▸ Provided information:
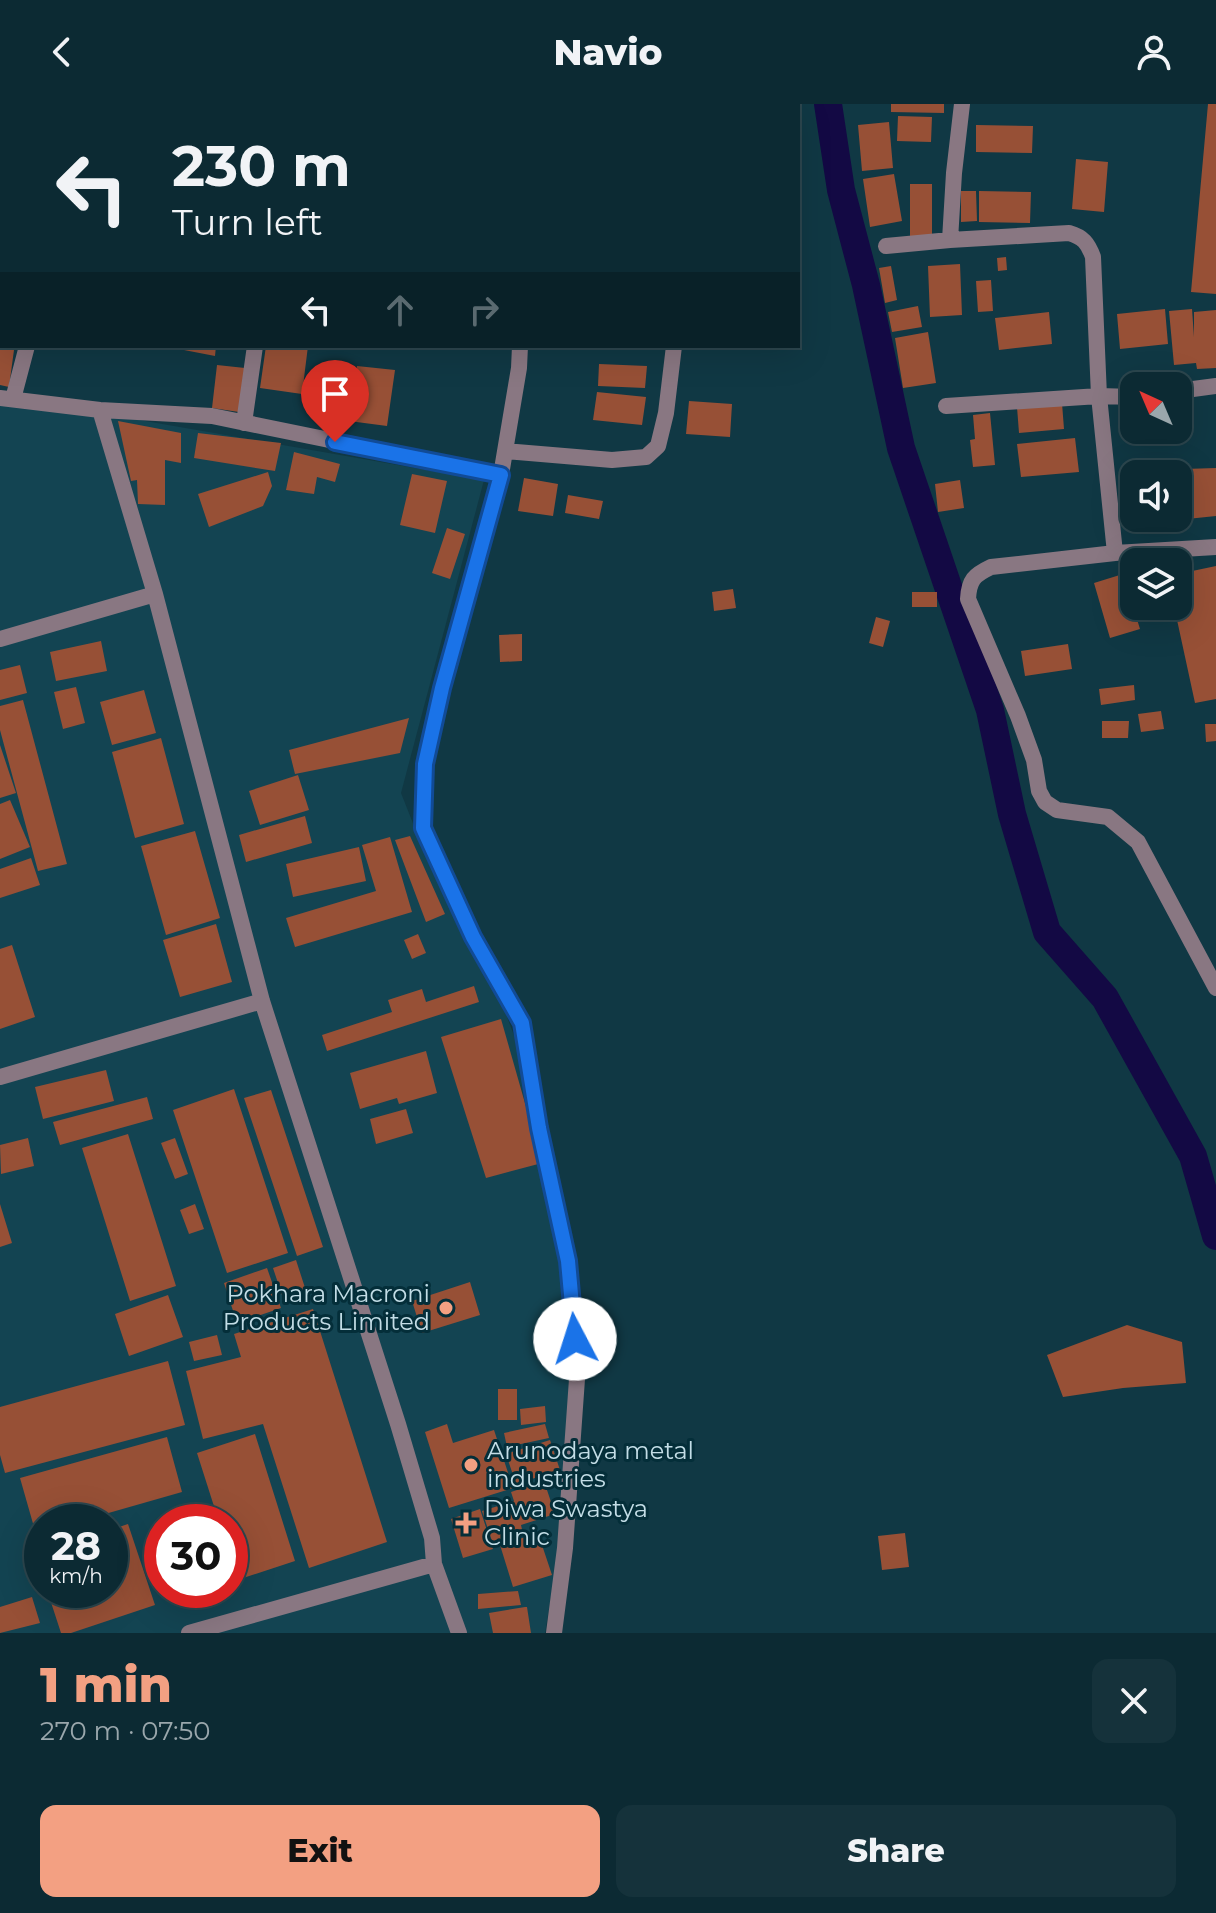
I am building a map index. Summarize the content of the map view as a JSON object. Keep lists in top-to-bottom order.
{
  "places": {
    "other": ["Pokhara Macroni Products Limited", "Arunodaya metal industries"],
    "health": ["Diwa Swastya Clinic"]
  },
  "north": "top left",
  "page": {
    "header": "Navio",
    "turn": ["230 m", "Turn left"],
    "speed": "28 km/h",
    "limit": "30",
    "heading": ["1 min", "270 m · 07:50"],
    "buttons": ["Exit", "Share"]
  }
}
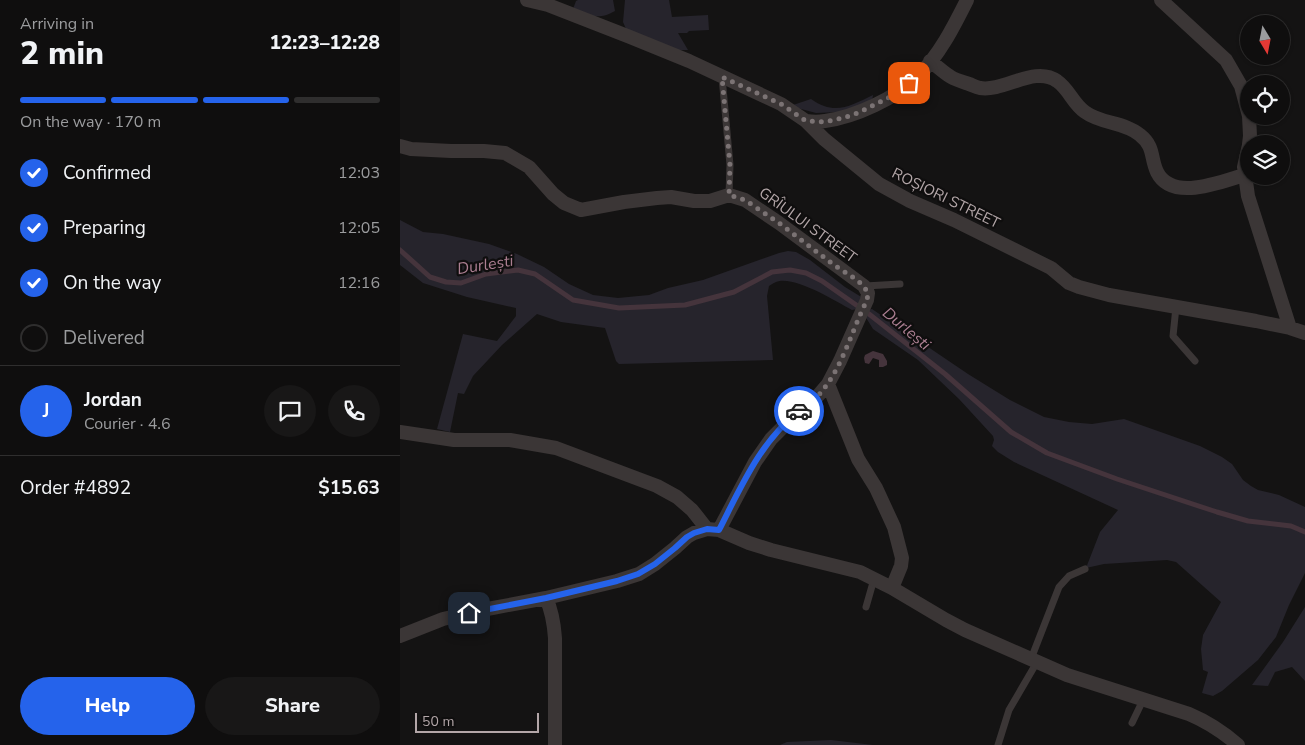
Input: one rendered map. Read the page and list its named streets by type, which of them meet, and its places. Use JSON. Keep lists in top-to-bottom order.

▸ What you will do: Where the material contains pictures, leave them out and copy the rest verbatim.

▸ Response:
I am building a map index. Summarize the content of the map view as a JSON object. Keep lists in top-to-bottom order.
{
  "places": {
    "other": ["Pokhara Macroni Products Limited", "Arunodaya metal industries"],
    "health": ["Diwa Swastya Clinic"]
  },
  "north": "top left",
  "page": {
    "header": "Navio",
    "turn": ["230 m", "Turn left"],
    "speed": "28 km/h",
    "limit": "30",
    "heading": ["1 min", "270 m · 07:50"],
    "buttons": ["Exit", "Share"]
  }
}
Input: one rendered map. Read the page and list its named streets by type, which of them meet, and its places. Use JSON. Keep lists in top-to-bottom order.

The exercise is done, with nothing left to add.